(RECORD EXTRACTS begins)
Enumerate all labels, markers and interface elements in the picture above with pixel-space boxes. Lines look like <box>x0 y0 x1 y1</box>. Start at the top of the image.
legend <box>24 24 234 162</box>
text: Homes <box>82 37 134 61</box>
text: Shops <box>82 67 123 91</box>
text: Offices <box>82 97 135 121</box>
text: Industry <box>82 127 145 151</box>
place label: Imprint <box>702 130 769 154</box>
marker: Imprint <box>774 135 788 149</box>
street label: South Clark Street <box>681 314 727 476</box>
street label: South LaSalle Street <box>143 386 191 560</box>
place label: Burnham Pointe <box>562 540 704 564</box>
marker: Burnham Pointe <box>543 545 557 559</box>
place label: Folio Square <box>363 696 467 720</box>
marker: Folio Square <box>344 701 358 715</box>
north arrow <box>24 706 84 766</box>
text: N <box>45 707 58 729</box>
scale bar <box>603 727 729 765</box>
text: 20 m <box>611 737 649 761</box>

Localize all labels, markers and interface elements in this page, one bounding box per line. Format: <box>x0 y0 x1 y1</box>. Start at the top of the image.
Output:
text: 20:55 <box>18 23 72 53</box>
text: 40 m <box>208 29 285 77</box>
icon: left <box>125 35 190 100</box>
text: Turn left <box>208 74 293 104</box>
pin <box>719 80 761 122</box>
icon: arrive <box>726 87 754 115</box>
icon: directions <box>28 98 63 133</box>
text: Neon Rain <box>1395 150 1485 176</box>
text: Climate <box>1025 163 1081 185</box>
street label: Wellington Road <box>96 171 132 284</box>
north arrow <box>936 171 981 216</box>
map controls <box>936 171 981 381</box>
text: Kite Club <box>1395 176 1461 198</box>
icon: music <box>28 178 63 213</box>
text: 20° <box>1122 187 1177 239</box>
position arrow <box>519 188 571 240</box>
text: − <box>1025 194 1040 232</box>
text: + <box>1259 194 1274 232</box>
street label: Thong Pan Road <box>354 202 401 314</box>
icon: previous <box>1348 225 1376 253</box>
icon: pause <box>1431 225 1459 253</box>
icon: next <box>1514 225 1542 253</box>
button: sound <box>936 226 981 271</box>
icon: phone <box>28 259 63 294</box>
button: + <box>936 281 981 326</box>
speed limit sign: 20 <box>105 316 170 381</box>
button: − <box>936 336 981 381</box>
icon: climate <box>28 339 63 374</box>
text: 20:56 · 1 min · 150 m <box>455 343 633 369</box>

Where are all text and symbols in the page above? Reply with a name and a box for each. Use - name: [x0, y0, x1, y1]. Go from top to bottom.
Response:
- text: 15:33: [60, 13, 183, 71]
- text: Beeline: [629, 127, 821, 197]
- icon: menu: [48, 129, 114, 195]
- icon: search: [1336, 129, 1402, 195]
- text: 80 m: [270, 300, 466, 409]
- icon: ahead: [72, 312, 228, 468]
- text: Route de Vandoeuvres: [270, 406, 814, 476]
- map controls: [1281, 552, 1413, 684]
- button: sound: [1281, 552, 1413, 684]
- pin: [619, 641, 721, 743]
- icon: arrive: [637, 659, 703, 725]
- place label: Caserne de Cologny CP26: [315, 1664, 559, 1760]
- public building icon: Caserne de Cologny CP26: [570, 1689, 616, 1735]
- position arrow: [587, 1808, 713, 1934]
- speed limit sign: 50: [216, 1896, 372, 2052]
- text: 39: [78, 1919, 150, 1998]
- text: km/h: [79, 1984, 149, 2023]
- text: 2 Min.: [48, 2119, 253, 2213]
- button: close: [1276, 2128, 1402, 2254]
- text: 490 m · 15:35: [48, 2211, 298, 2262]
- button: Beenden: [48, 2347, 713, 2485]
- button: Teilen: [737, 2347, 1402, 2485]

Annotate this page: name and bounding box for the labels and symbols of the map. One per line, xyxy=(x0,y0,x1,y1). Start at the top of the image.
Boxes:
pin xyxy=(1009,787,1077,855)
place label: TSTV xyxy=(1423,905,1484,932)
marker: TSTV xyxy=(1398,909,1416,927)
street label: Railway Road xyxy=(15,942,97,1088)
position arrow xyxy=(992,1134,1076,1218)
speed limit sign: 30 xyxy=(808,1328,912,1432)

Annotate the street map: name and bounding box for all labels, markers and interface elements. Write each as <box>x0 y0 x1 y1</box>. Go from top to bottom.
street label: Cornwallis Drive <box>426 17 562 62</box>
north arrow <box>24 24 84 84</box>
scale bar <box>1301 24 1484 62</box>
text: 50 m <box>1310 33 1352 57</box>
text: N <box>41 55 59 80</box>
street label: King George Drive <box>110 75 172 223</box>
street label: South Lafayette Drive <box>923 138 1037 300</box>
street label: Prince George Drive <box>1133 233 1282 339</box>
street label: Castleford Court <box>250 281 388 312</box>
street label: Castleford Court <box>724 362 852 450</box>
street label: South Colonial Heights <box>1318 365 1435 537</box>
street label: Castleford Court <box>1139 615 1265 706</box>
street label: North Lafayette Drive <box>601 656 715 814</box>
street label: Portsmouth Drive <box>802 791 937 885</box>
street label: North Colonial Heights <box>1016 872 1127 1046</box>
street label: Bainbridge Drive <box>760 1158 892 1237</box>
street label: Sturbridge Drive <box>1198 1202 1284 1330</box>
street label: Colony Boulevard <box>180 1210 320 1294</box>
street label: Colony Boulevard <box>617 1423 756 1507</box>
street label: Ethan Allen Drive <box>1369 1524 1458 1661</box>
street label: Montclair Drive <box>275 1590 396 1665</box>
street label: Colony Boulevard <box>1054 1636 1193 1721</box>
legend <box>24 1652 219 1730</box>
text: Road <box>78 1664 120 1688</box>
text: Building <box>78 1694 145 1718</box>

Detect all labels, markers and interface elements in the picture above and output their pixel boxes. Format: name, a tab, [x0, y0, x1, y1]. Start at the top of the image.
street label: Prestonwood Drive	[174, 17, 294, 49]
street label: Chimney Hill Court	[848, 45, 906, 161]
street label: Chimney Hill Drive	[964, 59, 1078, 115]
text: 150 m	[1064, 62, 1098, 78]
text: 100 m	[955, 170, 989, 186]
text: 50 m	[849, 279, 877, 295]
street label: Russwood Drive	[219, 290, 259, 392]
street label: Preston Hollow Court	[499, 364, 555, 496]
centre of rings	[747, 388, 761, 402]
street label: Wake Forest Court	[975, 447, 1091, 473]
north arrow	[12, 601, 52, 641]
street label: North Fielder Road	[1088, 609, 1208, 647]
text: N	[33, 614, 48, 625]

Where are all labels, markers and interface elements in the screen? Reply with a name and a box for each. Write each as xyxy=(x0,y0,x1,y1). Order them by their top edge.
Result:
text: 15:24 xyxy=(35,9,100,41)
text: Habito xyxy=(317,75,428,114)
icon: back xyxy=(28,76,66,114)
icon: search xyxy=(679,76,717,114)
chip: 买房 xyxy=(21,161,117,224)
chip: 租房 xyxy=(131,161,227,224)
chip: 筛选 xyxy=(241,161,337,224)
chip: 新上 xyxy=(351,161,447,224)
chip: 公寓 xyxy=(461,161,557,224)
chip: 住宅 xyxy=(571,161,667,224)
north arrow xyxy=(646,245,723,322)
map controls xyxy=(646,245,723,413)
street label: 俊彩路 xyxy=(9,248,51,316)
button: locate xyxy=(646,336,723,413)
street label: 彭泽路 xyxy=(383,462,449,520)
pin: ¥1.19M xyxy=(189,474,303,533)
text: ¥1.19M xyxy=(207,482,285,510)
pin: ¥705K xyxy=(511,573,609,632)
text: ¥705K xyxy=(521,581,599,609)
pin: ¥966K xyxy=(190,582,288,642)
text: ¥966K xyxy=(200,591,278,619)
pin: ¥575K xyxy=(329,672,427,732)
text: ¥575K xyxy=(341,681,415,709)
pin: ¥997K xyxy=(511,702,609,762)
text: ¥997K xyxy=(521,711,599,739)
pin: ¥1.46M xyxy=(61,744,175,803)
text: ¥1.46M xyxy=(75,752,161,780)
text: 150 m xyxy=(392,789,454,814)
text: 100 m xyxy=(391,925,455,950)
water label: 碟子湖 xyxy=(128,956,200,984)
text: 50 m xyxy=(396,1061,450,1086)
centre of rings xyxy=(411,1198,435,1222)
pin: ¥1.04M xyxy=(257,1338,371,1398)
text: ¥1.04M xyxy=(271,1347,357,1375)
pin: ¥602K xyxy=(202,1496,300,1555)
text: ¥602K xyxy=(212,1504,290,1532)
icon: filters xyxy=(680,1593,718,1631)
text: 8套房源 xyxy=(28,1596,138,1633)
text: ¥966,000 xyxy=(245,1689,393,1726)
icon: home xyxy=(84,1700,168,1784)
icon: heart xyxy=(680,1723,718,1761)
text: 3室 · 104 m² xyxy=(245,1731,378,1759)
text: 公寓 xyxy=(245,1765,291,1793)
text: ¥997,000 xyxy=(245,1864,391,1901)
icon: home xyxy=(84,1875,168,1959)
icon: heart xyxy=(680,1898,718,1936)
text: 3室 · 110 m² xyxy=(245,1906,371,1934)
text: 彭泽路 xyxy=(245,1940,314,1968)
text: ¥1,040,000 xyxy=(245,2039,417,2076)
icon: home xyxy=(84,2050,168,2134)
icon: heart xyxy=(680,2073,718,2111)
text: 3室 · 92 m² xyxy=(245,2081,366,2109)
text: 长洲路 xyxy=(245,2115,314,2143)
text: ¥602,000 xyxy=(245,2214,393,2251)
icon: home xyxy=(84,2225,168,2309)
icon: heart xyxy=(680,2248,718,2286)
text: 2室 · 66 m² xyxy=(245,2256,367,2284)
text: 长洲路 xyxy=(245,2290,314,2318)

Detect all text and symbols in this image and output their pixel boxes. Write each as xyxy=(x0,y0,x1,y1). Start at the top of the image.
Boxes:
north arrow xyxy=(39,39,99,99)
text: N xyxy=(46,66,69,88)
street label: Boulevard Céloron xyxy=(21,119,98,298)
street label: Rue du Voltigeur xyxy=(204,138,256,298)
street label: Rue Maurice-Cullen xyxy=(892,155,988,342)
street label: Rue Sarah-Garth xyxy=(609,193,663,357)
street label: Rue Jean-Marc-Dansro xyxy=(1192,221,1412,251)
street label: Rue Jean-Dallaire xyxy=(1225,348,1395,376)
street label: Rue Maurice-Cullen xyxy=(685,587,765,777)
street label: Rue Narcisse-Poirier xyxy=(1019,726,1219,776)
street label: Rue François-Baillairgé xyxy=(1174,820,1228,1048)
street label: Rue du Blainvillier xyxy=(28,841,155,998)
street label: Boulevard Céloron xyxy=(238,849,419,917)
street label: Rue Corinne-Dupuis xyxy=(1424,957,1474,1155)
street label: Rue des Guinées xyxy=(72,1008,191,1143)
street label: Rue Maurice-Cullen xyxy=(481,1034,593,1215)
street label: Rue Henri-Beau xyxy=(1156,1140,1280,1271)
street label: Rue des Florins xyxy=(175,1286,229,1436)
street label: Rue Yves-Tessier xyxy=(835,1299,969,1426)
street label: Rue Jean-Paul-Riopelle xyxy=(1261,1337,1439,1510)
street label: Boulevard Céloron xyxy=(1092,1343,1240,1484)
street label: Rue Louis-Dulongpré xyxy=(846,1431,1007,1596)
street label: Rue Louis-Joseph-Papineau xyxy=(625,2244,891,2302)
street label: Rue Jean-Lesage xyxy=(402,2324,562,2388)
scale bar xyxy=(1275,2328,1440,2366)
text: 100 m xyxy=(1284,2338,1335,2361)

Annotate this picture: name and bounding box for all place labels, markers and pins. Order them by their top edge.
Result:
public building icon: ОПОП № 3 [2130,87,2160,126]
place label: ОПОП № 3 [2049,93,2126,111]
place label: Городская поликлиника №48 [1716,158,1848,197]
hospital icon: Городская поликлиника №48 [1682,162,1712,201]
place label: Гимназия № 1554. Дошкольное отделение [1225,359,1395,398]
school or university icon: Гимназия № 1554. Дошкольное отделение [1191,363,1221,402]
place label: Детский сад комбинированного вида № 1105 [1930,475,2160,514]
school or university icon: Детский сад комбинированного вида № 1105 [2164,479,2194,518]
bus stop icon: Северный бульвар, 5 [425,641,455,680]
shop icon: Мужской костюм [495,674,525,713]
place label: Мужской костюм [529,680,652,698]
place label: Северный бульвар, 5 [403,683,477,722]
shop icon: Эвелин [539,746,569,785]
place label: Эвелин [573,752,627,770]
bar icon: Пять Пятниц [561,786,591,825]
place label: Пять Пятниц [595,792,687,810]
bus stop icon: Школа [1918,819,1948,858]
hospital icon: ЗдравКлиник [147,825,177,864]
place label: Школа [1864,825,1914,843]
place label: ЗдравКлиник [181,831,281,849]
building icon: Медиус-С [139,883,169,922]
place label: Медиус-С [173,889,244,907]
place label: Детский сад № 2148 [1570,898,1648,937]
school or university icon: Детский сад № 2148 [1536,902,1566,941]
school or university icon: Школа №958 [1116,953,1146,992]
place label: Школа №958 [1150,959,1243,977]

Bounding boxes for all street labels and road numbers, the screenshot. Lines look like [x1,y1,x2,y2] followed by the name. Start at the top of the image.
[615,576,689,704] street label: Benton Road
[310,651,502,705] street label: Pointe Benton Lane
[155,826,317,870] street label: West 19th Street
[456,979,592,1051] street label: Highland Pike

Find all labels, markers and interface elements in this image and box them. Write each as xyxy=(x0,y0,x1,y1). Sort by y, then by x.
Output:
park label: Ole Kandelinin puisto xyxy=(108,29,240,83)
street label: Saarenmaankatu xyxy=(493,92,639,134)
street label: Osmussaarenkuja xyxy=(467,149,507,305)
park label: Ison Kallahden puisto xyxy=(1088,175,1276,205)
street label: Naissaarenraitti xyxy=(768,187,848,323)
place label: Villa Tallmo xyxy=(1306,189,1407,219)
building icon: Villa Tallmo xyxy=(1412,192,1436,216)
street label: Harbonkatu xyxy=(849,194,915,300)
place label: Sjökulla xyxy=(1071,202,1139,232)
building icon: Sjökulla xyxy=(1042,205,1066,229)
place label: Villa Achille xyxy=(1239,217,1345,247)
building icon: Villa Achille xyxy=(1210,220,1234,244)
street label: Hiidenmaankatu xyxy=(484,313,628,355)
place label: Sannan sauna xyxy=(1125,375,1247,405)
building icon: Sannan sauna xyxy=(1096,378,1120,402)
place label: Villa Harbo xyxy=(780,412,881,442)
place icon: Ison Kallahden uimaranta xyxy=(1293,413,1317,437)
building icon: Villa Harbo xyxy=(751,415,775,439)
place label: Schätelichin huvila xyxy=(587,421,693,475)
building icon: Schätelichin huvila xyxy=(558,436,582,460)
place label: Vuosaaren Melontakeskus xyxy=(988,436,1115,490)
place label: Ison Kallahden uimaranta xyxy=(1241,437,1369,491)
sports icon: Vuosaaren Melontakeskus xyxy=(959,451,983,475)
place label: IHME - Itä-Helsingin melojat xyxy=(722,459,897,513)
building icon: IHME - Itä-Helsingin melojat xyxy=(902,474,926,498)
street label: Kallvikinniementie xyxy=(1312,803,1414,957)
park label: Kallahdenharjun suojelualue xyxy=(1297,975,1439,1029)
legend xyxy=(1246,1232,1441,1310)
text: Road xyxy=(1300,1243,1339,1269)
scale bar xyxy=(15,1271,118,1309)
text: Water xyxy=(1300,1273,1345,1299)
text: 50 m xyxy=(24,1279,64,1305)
(RECORD EXTRACTS ends)
**INSTRUCTIONS FOR THE TASK:** Compute how many lines of the records above hold the string "Chimney". Give the number with no other output.

**TASK RESPONSE:** 2